The late Joseph P. Overton of the Mackinac Center stated that an idea must fall within a certain range of acceptability to be politically viable. The Overton Window, as this concept has come to be known, describes the range of publicly palatable ideas at a given time, and it applies not only to politicians but to the general public as well.
Recently, however, the rules have changed. Imagine that you’re throwing darts at a dartboard. You intend to hit certain sections and avoid others. You throw a bunch of darts and manage to hit your targets. Now, suppose that some other people come along and shift the rules of the game, changing which sections earn and lose points. In fact, they specifically make sure that your score has changed so that you lose points. Turns out that, under the new rules, you’re a bad dart player.
The Overton Window has become the Overton dartboard. Every day, people throw darts at a board—each tweet, post, and public statement is aimed at hitting a mark. And each new moral fashion offers the opportunity to change their scores.
In addition to considering whether what we say now might violate current fashion, we must anticipate whether the rules of the game will change again soon and that what we say today might get used against us later. Further, we must consider whether what we said in the past might be used against us now.
Arthur Koestler described how such purity tests worked during his days as a Communist. “We groped painfully in our minds,” the author of Darkness at Noon wrote, “not only to find justifications for the line laid down, but also to find traces of former thoughts which would prove to ourselves that we had always held the required opinion.”
It’s no longer enough to be ideologically pure by current standards. One must always have held the proper beliefs. Of course, such tortuous moral standards can only lead to lying. In a recent paper titled “Keeping Your Mouth Shut: Spiraling Self-Censorship in the United States,” political scientists James L. Gibson and Joseph L. Sutherland reveal that self-censorship among Americans has soared. In the 1950s, at the height of McCarthyism, 13.4 percent of Americans reported that they “felt less free to speak their mind than they used to.” In 1987, the figure reached 20 percent. By 2019, 40 percent of Americans reported that they did not feel free to speak their minds.
This isn’t a partisan issue. “The percentage of Democrats who are worried about speaking their mind is just about identical to the percentage of Republicans who self-censor: 39 and 40 percent, respectively,” Gibson and Sutherland report.

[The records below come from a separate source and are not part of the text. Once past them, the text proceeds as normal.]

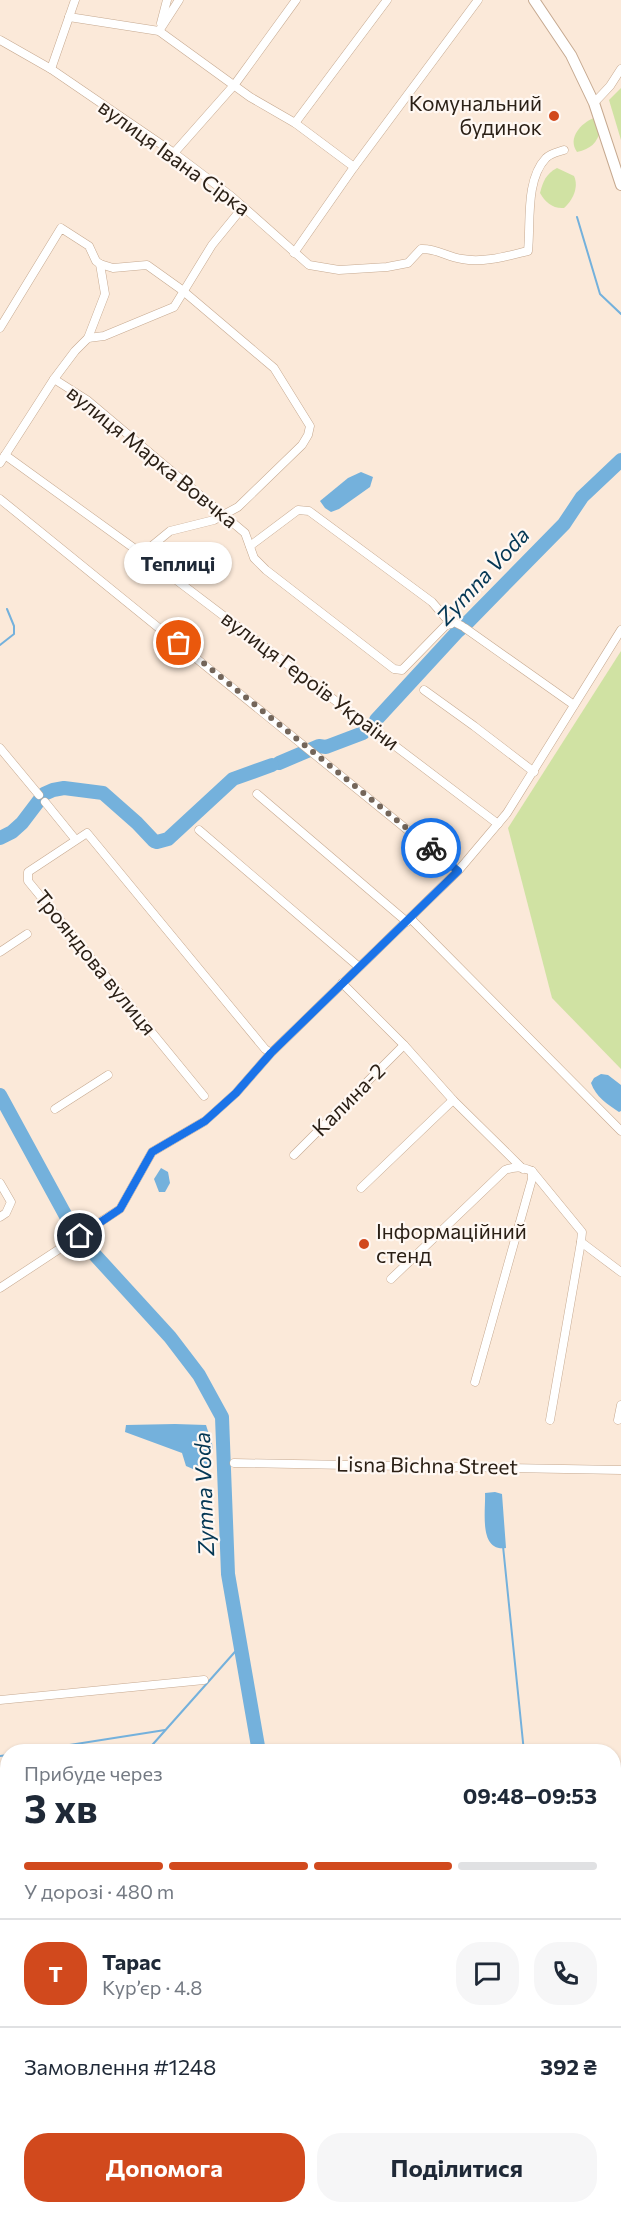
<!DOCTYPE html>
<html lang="uk">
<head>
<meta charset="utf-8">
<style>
  :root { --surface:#fff; --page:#f6f6f7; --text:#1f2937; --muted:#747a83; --line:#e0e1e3; --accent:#d1491d }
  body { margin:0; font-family:Commissioner,sans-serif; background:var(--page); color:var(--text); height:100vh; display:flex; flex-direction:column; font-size:22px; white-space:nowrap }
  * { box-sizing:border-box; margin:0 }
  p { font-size:20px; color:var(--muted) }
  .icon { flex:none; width:33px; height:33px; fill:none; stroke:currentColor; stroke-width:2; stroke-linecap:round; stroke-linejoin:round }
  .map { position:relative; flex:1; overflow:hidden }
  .side { position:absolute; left:0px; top:1744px; width:621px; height:470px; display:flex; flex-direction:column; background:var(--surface); border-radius:24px 24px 0 0; box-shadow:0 2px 4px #0004 }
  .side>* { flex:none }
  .pin { position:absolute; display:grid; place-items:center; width:51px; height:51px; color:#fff; margin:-26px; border:3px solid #fff; border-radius:50%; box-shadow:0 2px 6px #0007 }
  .courier { position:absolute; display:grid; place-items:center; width:60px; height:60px; margin:-30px; border:4px solid #1a73e8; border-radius:50%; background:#fff; color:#222; box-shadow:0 2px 8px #0007 }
  .bubble { position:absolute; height:42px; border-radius:21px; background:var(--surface); box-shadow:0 2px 4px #0004; font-size:20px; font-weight:700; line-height:42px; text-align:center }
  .overview em { font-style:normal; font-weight:700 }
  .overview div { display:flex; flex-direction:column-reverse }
  .overview { display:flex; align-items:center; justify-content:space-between; height:102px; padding:0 24px }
  h1 { font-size:39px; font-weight:700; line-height:45px }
  .bar { display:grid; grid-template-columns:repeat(4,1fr); gap:9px 6px; align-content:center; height:72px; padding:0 24px }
  .bar i { height:8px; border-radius:4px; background:var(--line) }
  .bar .current { background:var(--accent) }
  .bar p { grid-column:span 4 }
  .line { display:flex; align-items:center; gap:15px; padding:0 24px; border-top:2px solid var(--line) }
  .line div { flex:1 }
  .round { display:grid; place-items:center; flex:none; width:63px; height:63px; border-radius:24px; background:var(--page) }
  .action { display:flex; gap:12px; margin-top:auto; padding:12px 24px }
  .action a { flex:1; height:69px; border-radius:24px; background:var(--accent); color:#fff; font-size:24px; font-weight:700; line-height:69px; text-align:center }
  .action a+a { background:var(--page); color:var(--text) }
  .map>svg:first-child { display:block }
</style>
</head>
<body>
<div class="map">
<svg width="621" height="2213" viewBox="0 0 621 2213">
  <rect width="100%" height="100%" fill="#fbe9d9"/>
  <g fill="#d0e2a3">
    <polygon points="621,88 621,140 609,100"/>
    <path d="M594 118 601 129C597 143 591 149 577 152 567 138 581 123 594 118Z"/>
    <path d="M557 168 574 176C579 187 573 200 564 208 553 209 545 202 540 193 543 181 546 174 557 168Z"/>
    <polygon points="621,651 621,1069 552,998 508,828"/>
  </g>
  <g fill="#74b1dc">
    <polygon points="361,472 373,477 370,487 339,509 331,512 325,508 320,501 348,478"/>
    <path d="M601 1074 608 1075 621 1085V1111L619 1112C607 1104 596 1097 591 1083L594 1078Z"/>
    <polygon points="161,1168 168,1172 170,1183 165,1192 159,1192 154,1179"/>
    <polygon points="175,1424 206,1425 213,1447 206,1468 193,1469 186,1466 182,1453 125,1432 126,1425"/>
    <path d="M495 1492 502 1494 506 1548C478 1552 486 1510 485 1493Z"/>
  </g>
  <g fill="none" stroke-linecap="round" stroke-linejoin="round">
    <g stroke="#74b1dc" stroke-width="2">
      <polyline points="577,217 600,294 621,314"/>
      <polyline points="0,645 14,634 14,626 7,609"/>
      <polyline points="503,1546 524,1752"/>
      <polyline points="25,1752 165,1730"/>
      <polyline points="146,1752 241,1645"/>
      <polyline points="0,1756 8,1755"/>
      <polyline points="577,2206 578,2213"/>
    </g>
    <g stroke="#74b1dc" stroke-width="14">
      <polyline points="376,720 457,632 464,626 564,524 582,497 621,460"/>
      <polyline points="279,763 319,746 326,747 363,733"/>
      <polyline points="0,838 12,832 22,823 44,794 53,790 64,788 103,793 137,823 154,841 157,842 168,839 233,779 272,765"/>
      <polyline points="0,1095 73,1229"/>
      <polyline points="85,1244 170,1337 199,1375 222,1417 228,1574 259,1752"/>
      <polyline points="309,2213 309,2206"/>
    </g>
    <defs>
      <g id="street">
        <polyline points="69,17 159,31 250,97 295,123 354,167"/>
        <polyline points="161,23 167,0"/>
        <polyline points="159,31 179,0"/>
        <path d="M0 40 51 69 174 153 231 196 309 265 339 270 387 267 408 263 421 249C436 248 447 257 462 259 484 263 507 256 528 251 531 223 525 180 546 158 551 153 558 152 564 150"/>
        <polyline points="51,69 75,0"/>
        <polyline points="594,103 610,86 621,69"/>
        <polyline points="295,123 387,0"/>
        <polyline points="174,153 235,84 296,0"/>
        <polyline points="294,253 354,167 478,0"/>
        <polyline points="0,328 61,228 89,246 96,261 100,264 113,268 147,265 182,290 274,368 310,426 308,435 302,445 238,507 214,520 170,531 142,554"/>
        <polyline points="88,338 105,294 100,264"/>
        <polyline points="54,379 87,400 245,533 254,558 266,570 394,669 402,670 445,626 454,622 462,626"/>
        <polyline points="5,455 142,554 498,824"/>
        <polyline points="0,463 54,379 75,351 88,338 104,336 174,307 212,245 243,207"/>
        <polyline points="0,499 458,871"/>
        <polyline points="250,546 298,510 309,511 432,602 451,624"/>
        <polyline points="465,628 574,705"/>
        <polyline points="424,690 474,726 534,772"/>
        <polyline points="0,748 39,795"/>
        <polyline points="257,794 407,922"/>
        <polyline points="45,802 75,839"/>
        <polyline points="199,830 359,967"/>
        <polyline points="411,919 621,1131"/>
        <polyline points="0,952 27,934"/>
        <polyline points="342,983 404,1045 453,1100 523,1169"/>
        <polyline points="204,1096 28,881 28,872 87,833 265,1049 271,1053"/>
        <polyline points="55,1109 108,1075"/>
        <polyline points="294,1155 404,1045"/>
        <polyline points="0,1183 11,1202 6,1213 0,1217"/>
        <polyline points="361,1188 453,1100"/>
        <path d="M391 1279 505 1170C516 1166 522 1167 532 1171L582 1232 581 1242 621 1272"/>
        <polyline points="0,1288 120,1209 152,1152 205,1121 236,1093 271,1053 458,871 507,813 621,630"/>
        <polyline points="475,1382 532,1179 532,1171"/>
        <polyline points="550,1420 581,1242"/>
        <polyline points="618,1420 621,1405"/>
        <polyline points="234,1463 621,1470"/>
        <polyline points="0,1700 204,1680"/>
        <polyline points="0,1804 8,1804"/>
        <polyline points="0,2064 8,2101"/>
        <polyline points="0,2146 8,2144"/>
        <polyline points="0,2185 8,2158"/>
      </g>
      <polyline id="secondary" points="534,0 571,55 594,103 621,185"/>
    </defs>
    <use href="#street" stroke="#c6a990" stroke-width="9"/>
    <use href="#secondary" stroke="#c6a990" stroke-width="12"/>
    <use href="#street" stroke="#fff" stroke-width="8"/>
    <use href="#secondary" stroke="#fff" stroke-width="10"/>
  </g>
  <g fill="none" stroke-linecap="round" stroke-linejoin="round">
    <polyline stroke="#74665a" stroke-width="6" stroke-dasharray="0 10.8" points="179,643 431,848"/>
    <polyline stroke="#1a73e8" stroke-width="8" points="80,1236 120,1209 152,1152 205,1121 236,1093 271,1053 458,871 431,848"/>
  </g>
  <g fill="#d1491d" stroke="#fff8f3" stroke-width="2">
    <circle cx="554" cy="116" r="6"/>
    <circle cx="364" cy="1244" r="6"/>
  </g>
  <g text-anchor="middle" stroke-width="4.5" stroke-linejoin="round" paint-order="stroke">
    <g font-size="21" fill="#2b2016" stroke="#fff8f3" text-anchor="end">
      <text x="542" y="111">Комунальний<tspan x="542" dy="24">будинок</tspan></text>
      <text x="376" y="1239" text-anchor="start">Інформаційний<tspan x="376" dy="24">стенд</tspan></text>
    </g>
    <g font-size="21" fill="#2b2016" stroke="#fff8f3">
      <text transform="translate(174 158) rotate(36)" y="7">вулиця Івана Сірка</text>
      <text transform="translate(152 457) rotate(39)" y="7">вулиця Марка Вовчка</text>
      <text transform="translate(310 681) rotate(37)" y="7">вулиця Героїв України</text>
      <text transform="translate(95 963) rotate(51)" y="7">Трояндова вулиця</text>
      <text transform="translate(349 1100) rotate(-45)" y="7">Калина-2</text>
      <text transform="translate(427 1466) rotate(1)" y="7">Lisna Bichna Street</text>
    </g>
    <g font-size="22" font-style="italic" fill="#043754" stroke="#fff8f3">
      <text transform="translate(483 576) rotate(-47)" y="8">Zymna Voda</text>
      <text transform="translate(204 1494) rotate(-92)" y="8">Zymna Voda</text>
    </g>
  </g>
</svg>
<div class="pin" style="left:179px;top:643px;background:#ea580c"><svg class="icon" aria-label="bag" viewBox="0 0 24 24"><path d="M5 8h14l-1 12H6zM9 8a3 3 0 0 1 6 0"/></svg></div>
<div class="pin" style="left:80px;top:1236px;background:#1f2937"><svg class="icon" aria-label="home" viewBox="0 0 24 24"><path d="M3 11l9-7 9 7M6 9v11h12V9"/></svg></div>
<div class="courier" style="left:431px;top:848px"><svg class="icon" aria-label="bike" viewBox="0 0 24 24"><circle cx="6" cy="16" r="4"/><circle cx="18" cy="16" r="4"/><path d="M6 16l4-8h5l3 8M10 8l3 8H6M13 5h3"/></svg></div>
<div class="bubble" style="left:124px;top:542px;width:108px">Теплиці</div>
<section class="side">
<div class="overview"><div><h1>3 хв</h1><p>Прибуде через</p></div><em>09:48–09:53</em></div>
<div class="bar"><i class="current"></i><i class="current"></i><i class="current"></i><i></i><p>У дорозі · 480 m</p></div>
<div class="line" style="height:108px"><b class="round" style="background:var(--accent);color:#fff">Т</b><div><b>Тарас</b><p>Кур’єр · 4.8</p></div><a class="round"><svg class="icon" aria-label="chat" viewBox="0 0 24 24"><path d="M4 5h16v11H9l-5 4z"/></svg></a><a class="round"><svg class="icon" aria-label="phone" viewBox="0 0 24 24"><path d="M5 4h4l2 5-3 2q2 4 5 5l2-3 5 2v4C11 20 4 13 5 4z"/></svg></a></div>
<div class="line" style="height:78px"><div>Замовлення #1248</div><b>392 ₴</b></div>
<div class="action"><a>Допомога</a><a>Поділитися</a></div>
</section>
</div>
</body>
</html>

What are the consequences of this continuous self-censorship? In his book The Great Terror, the British historian Robert Conquest suggests one possible answer. In a passage about Soviet show trials, Conquest was troubled by something: Why did innocent people falsely confess to appalling crimes, even when most Soviet citizens themselves did not believe these people when they confessed? Conquest offers a chilling answer: Soviet citizens grew so used to lying that expressing one more falsehood was no big deal. People grew conditioned to accept the ever-changing standards, and even affirm support for them.

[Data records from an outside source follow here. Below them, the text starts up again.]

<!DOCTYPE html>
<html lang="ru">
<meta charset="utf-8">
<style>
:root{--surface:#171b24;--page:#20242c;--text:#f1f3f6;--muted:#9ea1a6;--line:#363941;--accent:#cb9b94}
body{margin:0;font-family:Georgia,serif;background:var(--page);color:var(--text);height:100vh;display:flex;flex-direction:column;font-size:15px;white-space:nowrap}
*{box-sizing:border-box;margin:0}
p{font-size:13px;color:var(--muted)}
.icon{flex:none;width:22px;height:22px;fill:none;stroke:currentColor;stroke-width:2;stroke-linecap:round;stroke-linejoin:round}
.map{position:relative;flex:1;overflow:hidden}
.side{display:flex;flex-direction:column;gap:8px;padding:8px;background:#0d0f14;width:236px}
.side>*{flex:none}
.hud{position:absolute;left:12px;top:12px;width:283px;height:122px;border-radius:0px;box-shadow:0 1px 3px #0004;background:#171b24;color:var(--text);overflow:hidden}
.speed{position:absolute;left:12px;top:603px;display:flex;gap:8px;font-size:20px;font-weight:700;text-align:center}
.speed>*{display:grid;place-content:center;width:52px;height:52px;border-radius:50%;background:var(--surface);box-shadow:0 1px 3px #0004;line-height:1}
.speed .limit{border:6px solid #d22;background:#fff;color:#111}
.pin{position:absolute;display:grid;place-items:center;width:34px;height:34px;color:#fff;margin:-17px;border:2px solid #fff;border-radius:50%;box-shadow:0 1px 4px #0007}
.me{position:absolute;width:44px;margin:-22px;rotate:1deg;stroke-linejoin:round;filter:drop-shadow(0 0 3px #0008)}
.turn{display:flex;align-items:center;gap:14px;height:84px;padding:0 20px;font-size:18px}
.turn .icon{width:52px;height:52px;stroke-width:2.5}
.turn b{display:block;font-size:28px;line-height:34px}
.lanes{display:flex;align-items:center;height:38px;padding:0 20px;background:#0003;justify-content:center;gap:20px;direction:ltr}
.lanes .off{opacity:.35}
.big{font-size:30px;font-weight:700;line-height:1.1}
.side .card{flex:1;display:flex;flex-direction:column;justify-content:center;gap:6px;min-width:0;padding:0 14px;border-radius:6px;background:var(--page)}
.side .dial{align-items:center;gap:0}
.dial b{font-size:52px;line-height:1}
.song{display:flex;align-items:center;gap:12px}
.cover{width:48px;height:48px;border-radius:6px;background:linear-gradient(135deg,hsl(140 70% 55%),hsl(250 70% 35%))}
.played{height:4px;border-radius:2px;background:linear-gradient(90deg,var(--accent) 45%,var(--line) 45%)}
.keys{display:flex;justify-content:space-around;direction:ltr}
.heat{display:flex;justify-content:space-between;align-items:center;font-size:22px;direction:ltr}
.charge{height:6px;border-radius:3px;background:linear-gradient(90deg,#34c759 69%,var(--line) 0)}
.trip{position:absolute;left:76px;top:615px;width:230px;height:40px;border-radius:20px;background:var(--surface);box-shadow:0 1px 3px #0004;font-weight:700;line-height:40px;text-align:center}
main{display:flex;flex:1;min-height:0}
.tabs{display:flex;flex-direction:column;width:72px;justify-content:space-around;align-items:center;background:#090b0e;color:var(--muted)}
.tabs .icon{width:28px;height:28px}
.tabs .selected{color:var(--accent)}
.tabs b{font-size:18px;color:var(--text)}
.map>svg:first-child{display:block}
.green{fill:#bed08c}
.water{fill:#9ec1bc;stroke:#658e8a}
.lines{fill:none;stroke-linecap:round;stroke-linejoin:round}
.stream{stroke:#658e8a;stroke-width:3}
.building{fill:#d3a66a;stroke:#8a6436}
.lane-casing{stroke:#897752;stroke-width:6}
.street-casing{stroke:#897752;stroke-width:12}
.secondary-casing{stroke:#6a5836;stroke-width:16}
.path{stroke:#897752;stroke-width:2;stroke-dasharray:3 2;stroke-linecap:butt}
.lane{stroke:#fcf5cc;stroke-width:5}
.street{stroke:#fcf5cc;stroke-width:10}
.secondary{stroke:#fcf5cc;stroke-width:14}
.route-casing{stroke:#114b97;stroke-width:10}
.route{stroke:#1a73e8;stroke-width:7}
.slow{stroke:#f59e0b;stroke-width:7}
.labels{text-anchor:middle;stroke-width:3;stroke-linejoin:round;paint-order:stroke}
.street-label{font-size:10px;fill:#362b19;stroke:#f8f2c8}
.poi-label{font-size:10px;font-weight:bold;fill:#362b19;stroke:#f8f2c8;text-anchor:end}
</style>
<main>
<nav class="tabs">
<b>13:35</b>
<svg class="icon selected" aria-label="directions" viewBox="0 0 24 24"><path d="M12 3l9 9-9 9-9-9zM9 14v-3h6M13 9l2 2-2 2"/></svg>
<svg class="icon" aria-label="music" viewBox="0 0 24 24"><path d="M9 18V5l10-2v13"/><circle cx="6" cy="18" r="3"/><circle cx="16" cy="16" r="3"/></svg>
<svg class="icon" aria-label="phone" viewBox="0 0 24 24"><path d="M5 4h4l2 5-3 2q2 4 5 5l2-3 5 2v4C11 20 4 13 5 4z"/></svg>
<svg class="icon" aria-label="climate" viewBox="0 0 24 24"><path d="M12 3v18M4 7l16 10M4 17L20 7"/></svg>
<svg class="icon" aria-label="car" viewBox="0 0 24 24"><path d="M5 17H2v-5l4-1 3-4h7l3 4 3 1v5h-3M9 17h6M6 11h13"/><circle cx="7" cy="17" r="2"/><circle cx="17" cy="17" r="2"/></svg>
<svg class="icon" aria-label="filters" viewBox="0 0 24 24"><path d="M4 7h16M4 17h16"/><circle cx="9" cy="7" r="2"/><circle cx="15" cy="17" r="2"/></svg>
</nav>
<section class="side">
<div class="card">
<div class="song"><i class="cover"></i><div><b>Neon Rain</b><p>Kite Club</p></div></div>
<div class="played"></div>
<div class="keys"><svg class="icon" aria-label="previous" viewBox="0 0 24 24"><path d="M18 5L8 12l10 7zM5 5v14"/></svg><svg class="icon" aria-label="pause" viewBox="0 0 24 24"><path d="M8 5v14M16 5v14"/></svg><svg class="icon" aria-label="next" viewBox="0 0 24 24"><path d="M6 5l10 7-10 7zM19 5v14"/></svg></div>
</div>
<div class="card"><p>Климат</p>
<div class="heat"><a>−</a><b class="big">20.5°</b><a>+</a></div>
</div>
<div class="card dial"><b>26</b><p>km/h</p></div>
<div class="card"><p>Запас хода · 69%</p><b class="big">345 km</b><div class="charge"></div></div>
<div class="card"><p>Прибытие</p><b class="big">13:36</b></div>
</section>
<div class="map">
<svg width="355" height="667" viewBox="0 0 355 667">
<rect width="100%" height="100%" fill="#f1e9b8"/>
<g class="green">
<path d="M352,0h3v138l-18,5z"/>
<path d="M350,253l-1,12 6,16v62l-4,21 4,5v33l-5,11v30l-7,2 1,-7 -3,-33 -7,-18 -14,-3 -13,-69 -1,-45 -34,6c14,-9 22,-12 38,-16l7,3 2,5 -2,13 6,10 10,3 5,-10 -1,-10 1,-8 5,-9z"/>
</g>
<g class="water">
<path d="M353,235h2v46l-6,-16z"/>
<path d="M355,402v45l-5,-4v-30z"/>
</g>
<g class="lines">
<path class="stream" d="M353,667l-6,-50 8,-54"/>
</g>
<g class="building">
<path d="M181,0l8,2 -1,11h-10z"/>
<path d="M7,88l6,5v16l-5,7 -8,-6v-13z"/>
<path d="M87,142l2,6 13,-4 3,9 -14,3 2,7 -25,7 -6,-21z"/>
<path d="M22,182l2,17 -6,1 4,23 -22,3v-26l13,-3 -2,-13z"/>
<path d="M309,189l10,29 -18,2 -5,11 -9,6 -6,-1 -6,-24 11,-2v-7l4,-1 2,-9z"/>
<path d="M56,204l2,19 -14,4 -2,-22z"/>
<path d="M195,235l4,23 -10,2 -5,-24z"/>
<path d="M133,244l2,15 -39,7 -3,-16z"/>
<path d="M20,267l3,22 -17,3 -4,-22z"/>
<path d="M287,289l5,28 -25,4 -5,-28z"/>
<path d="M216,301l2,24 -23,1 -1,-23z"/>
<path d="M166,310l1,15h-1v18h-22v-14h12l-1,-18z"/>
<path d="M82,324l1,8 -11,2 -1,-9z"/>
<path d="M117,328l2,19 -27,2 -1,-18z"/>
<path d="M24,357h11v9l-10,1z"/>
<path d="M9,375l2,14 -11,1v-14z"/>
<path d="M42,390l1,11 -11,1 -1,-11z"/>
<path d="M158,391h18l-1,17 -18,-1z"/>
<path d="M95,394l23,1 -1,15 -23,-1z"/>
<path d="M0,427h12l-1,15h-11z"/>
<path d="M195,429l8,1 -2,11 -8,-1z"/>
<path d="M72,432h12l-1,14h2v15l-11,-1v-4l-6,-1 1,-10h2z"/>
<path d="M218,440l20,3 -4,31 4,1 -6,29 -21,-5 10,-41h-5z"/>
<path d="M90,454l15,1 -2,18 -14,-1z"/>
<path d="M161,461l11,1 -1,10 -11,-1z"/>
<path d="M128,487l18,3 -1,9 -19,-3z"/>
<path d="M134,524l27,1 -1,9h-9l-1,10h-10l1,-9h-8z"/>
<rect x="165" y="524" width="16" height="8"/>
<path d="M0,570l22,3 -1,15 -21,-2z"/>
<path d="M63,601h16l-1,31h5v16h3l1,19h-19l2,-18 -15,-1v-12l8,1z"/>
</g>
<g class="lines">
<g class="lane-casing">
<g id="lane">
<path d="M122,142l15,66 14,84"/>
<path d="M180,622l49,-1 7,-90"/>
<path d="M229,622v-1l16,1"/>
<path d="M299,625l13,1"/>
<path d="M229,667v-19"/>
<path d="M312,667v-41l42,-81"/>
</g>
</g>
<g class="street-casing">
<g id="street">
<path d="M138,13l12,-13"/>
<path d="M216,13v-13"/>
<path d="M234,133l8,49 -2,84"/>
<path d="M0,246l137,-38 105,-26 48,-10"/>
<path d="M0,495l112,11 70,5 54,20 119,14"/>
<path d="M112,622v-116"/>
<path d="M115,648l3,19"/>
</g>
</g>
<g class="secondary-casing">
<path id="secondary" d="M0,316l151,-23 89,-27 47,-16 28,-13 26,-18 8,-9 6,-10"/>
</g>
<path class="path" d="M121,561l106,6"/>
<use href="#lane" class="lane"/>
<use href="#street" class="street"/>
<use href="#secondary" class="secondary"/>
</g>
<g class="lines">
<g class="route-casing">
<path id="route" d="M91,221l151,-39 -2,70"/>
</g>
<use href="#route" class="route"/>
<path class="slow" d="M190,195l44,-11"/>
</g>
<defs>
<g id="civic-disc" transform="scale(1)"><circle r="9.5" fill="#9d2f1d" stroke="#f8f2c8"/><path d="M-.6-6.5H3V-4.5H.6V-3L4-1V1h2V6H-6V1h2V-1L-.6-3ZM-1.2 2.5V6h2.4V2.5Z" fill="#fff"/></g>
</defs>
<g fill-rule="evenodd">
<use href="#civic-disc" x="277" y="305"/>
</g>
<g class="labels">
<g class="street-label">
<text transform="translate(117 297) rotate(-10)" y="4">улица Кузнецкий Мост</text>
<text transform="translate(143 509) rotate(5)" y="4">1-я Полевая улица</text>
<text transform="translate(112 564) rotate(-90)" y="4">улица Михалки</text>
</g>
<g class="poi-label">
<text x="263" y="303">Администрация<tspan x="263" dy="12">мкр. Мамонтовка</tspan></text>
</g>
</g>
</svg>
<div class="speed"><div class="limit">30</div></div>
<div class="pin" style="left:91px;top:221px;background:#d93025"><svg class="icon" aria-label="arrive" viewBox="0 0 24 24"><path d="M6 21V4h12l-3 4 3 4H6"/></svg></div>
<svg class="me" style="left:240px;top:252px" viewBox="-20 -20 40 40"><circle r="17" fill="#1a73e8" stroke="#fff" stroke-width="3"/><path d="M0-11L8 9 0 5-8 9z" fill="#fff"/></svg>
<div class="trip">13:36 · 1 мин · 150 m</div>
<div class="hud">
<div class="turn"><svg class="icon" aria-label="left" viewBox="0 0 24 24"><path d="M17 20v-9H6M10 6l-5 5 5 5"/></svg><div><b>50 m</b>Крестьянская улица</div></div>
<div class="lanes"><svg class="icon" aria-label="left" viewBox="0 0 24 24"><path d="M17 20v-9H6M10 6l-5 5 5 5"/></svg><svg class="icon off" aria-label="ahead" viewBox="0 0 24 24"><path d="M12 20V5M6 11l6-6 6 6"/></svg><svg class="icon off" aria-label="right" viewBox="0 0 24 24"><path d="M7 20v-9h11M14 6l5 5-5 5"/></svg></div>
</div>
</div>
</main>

The Overton dartboard has another aspect. Suppose you and I publicly support a policy that we privately despise. If neither of us publicly dissents, we’ll make the policy more acceptable than it actually is—even as neither of us benefits from it. Yet sometimes, people will attempt to hit a target under the mistaken belief that they will win points for it.
Management expert Jerry B. Harvey calls this the “Abilene paradox.” It describes situations in which individuals disagree with an idea but acquiesce out of a perception that others agree with it. If honesty becomes unfashionable, we operate under the assumption that others hold certain opinions, which, in fact, they do not.
As the rules of the game keep shifting, and individuals lose jobs or prominence because of things that they have said in the past, we will all become more adept at expressing falsehoods. It is likely that such a system will select for individuals predisposed to being comfortable with deception. Over time, only liars will speak openly.